## [Records supplied]
BEGIN
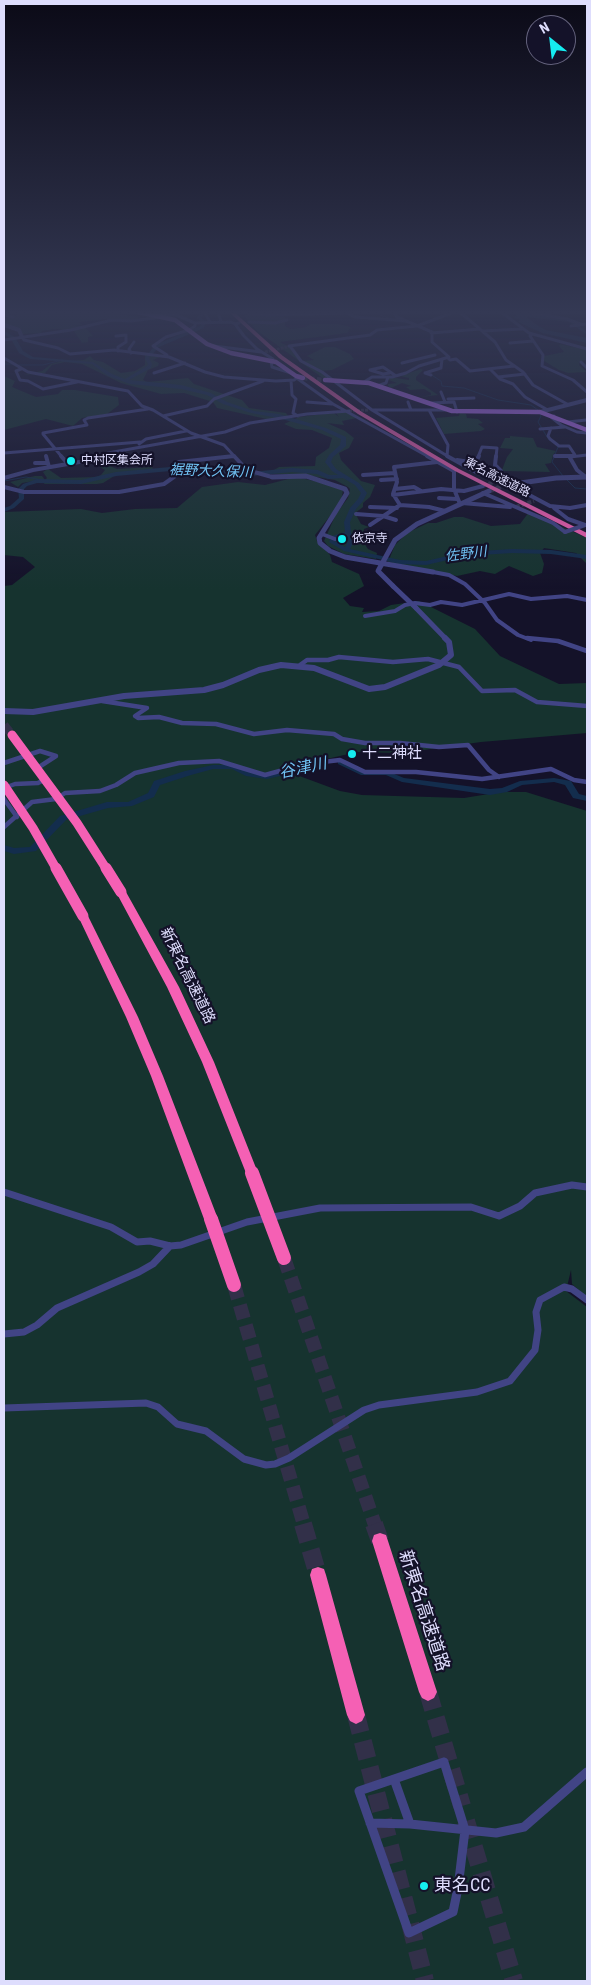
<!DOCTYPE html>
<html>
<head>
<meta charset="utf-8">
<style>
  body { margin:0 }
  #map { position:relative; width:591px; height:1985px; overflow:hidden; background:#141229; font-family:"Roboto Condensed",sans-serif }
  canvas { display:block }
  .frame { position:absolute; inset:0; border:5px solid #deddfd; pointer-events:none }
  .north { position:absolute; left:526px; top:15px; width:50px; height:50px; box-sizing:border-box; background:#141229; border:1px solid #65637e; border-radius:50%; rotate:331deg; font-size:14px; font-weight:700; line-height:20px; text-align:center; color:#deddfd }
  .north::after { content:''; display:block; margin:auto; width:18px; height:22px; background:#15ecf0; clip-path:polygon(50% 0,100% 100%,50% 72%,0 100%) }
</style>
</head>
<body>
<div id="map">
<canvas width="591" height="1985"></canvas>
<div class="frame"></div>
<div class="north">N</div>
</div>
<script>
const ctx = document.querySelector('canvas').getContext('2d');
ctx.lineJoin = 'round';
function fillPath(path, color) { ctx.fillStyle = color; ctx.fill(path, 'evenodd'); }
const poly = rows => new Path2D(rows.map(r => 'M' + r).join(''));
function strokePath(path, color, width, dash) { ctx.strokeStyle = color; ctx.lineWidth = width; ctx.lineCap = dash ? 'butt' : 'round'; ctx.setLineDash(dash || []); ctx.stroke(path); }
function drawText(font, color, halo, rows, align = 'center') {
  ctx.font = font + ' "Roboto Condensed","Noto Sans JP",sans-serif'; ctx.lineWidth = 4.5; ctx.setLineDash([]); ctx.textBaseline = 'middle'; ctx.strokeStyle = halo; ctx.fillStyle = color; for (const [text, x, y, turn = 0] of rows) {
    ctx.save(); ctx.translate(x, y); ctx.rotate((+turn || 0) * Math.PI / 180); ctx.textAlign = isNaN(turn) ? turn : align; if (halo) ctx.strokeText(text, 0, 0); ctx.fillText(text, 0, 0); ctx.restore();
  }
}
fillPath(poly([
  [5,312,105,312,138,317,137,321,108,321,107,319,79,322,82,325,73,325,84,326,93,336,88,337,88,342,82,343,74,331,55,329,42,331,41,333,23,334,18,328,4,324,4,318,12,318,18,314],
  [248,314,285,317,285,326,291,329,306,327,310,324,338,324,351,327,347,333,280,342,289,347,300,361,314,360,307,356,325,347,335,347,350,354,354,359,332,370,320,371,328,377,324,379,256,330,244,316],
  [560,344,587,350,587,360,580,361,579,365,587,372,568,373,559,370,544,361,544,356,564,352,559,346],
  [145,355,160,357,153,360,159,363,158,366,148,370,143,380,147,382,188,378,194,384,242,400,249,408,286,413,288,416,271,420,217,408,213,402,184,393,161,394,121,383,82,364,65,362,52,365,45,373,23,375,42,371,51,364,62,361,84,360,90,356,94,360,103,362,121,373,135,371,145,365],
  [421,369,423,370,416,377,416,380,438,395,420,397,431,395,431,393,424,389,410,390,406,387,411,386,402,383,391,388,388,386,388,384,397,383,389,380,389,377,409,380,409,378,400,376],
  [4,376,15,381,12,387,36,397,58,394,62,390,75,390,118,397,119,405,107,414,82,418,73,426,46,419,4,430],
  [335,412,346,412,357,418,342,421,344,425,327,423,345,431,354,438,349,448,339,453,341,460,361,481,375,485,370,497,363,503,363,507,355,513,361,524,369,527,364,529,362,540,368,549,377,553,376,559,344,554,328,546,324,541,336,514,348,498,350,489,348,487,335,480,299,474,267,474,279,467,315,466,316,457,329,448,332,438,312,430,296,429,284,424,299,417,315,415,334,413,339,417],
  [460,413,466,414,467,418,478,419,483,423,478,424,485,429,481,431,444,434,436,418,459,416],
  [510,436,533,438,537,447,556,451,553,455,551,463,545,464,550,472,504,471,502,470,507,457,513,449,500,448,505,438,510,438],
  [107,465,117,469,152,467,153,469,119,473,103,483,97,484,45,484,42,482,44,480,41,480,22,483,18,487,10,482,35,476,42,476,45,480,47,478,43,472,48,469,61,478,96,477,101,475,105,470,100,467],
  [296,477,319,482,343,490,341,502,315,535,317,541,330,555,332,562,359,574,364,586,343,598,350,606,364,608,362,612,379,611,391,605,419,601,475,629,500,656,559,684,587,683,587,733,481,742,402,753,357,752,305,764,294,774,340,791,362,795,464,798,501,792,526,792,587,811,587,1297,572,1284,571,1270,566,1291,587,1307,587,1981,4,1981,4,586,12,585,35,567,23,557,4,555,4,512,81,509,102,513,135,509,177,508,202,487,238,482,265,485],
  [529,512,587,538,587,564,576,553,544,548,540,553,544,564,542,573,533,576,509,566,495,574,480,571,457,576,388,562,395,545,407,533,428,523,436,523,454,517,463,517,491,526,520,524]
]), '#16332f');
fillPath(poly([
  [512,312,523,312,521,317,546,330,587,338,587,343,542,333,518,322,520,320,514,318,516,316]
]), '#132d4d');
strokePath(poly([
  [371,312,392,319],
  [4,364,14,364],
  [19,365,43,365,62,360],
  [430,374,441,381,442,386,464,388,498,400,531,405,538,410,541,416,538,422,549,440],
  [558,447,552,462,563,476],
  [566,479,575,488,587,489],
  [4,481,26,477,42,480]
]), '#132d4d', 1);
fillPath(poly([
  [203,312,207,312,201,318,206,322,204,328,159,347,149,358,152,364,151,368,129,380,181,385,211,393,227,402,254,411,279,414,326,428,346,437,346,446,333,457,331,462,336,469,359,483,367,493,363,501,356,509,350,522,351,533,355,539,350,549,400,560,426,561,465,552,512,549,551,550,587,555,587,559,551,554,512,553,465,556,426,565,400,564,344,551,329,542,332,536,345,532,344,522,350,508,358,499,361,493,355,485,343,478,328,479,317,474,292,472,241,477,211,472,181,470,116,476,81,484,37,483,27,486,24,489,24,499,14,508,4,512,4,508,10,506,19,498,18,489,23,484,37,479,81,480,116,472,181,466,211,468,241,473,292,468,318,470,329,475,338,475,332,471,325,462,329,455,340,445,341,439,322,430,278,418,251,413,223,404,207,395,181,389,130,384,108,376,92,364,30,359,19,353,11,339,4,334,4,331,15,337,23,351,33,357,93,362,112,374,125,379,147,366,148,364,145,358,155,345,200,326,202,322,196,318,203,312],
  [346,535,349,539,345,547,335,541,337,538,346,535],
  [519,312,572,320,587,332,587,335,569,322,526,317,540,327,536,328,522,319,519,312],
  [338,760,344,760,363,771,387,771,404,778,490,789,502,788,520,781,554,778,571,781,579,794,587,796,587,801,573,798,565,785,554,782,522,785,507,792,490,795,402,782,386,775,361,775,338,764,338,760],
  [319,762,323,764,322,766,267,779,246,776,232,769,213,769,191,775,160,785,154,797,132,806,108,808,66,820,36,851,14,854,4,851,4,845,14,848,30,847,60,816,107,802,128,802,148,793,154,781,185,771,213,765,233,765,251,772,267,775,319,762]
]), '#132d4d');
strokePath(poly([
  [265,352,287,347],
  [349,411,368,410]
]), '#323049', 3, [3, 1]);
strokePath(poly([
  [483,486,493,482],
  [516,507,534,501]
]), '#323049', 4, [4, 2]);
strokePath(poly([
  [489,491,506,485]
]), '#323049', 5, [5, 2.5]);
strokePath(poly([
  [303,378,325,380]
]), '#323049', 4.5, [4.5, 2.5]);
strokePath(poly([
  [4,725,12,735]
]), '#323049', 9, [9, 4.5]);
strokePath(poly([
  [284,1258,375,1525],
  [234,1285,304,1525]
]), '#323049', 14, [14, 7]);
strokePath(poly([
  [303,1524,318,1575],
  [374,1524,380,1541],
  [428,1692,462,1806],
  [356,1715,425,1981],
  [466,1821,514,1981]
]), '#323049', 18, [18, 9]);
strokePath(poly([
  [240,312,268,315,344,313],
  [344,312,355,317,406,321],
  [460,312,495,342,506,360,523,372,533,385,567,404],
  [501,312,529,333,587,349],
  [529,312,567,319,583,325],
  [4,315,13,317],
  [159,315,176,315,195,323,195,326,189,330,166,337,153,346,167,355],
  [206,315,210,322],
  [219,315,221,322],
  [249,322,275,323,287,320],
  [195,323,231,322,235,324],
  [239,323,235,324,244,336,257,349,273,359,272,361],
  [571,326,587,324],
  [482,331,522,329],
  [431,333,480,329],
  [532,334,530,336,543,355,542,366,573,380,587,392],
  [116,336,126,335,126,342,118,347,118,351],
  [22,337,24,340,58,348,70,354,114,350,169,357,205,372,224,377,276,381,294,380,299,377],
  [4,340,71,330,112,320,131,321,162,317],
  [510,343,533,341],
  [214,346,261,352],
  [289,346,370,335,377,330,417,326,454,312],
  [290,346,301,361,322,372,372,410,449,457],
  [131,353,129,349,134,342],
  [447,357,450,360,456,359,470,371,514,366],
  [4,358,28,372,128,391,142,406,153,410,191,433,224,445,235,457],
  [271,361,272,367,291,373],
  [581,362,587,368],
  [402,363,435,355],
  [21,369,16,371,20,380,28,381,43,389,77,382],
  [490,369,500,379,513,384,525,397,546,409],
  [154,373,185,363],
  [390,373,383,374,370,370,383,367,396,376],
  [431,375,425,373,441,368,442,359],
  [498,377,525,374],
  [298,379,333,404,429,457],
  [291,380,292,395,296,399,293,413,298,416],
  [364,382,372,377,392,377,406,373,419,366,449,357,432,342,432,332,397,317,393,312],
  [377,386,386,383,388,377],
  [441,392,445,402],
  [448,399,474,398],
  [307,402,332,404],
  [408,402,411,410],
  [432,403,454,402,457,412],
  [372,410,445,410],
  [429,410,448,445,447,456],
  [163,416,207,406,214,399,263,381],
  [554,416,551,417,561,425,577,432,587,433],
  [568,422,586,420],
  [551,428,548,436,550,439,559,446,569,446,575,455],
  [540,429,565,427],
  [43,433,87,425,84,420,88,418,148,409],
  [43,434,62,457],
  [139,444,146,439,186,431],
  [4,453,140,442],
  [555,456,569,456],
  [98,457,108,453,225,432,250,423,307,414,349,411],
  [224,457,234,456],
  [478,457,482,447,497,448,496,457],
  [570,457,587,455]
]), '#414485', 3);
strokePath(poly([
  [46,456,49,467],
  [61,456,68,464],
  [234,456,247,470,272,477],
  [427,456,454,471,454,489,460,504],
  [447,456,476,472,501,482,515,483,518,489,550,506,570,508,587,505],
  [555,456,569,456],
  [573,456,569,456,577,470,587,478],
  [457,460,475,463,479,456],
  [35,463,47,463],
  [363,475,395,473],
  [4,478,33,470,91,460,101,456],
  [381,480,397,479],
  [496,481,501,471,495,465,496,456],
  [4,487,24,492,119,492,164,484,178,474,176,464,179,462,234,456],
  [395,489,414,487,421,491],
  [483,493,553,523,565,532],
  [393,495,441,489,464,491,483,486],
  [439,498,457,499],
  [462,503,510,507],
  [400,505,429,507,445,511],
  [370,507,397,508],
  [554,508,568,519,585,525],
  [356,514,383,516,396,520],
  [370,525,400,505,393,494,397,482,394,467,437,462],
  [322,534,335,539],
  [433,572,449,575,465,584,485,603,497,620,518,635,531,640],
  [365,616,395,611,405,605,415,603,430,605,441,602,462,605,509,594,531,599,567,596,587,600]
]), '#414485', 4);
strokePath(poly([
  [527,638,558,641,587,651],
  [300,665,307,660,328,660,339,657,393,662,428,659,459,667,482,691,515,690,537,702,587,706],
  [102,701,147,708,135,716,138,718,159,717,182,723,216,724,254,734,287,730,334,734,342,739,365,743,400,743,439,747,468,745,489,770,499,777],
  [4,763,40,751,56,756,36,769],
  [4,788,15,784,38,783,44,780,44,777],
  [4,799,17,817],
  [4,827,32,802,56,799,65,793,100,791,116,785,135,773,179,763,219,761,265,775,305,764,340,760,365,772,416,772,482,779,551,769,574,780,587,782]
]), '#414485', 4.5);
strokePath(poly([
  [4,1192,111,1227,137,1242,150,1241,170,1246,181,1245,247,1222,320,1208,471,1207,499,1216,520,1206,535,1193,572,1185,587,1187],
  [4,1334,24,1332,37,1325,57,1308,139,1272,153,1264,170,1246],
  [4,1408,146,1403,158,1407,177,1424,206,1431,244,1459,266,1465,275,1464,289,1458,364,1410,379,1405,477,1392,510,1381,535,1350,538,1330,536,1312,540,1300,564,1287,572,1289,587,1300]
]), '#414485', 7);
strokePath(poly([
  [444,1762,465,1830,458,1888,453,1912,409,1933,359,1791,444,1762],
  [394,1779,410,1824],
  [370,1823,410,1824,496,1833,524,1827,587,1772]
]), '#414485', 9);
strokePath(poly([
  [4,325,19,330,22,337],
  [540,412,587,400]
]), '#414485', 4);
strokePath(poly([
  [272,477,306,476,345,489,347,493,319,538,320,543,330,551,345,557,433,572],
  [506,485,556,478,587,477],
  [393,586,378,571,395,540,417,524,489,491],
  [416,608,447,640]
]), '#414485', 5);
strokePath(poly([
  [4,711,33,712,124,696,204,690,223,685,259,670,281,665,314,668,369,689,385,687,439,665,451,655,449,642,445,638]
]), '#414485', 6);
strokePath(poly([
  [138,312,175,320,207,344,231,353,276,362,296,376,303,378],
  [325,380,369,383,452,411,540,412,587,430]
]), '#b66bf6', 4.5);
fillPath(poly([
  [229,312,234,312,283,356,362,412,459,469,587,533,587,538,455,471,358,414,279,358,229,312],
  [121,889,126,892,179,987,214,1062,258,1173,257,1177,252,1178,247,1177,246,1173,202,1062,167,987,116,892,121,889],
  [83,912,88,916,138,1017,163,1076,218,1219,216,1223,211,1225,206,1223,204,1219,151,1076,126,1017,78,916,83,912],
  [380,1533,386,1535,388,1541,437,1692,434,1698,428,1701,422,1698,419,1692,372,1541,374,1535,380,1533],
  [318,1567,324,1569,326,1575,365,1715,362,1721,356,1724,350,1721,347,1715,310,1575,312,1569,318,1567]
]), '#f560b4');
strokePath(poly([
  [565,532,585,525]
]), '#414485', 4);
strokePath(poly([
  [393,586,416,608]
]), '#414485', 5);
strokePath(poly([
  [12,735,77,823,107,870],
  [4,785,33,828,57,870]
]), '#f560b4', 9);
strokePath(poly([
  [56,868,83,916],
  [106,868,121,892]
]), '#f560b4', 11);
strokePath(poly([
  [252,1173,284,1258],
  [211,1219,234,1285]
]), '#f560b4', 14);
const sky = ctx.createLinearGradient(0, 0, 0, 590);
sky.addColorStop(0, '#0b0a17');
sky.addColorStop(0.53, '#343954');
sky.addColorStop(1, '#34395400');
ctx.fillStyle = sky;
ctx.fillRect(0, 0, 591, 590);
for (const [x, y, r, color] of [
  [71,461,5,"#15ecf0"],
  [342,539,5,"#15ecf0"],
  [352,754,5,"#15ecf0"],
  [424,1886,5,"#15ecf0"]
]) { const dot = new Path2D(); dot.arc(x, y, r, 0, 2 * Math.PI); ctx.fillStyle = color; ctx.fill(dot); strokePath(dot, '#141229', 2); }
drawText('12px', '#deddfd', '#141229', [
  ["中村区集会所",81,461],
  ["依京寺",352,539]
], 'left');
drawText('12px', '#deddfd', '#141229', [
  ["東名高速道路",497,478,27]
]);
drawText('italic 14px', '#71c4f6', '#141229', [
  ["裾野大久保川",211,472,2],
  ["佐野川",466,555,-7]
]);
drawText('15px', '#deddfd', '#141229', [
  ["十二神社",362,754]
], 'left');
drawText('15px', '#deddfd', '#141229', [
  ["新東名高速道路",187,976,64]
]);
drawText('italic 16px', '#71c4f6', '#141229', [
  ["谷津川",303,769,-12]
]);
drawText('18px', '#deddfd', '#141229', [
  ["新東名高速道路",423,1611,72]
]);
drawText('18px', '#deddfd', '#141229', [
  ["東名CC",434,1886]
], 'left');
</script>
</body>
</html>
END
## [What the task asks]
Where does "function" occur in the data? Copy each line that has it.

## [Response below]
function fillPath(path, color) { ctx.fillStyle = color; ctx.fill(path, 'evenodd'); }
function strokePath(path, color, width, dash) { ctx.strokeStyle = color; ctx.lineWidth = width; ctx.lineCap = dash ? 'butt' : 'round'; ctx.setLineDash(dash || []); ctx.stroke(path); }
function drawText(font, color, halo, rows, align = 'center') {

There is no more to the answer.